According to an article by Mark Ward published in this morning's Business Line, Unix was developed at Bell Labs after a joint effort by AT&T, MIT and GE failed miserably to build an ambitious multi-user system called Multics. Ken Thomson and Dennis Ritchie at Bell Labs consequently with a lot of time on their hands decided to persist and it was in August 1969 that Thomson apparently wrote the core components of the operating system, shell, editor and assembler. It sort of helped that his wife was away visiting her family for a month.

The software started running on a DEC PDP7 and by the early 1970's five people were working on the OS which had been named Unix by Brian Kernighan who wanted to contrast Unix with the failed Multics. As they say the rest is history but the details can be interesting and software has played a large role in what is called globalisation. As far as I can see Unix has been crucial for the development of the Indian expertise in information technology. Although like almost everywhere the pioneer programmers used all kinds of assembly languages and Fortran on hardware from IBM, it seems to me (and I may be wrong) that it was the installation of the DEC PDP computers in the Indian Institutes of Technology (IITs) and other scientific installations that really spawned a huge number of Unix and C-language programmers in the country.

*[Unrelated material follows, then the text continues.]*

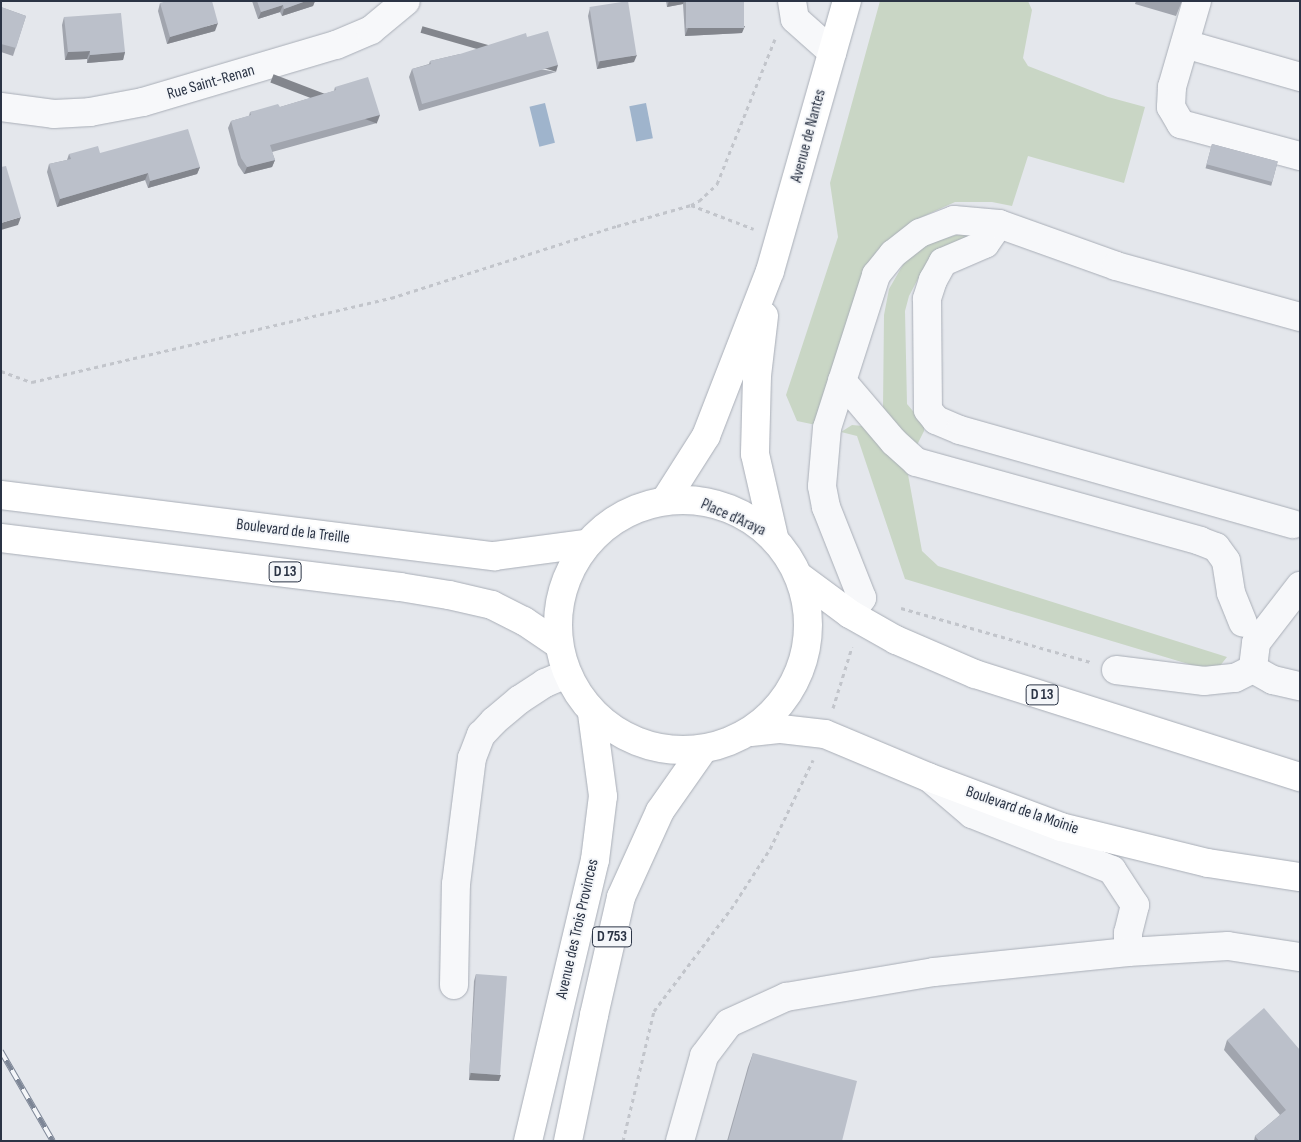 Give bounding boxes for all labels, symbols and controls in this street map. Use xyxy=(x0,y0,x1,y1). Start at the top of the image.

For the most part the DEC PDP-10's came to the Institutes with Unix (and thirty or forty binders of documentation) but very little application software. And there were many young students and academics who were ready to spend days and nights and weeks in those tube-lit super-air-conditioned computer labs ready to learn Unix and to write all kinds of applications. I think that many of these students became formidable programmers and researchers. We met some of them during the 1970's and early 1980's in the course of the discussion of computers and non-Roman languages for the purpose of typesetting in Indian scripts. Publishing system developments in America were similarly influenced when an MIT grad student was motivated (and financed) to build the Atex editorial system that ran on the DEC PDP system.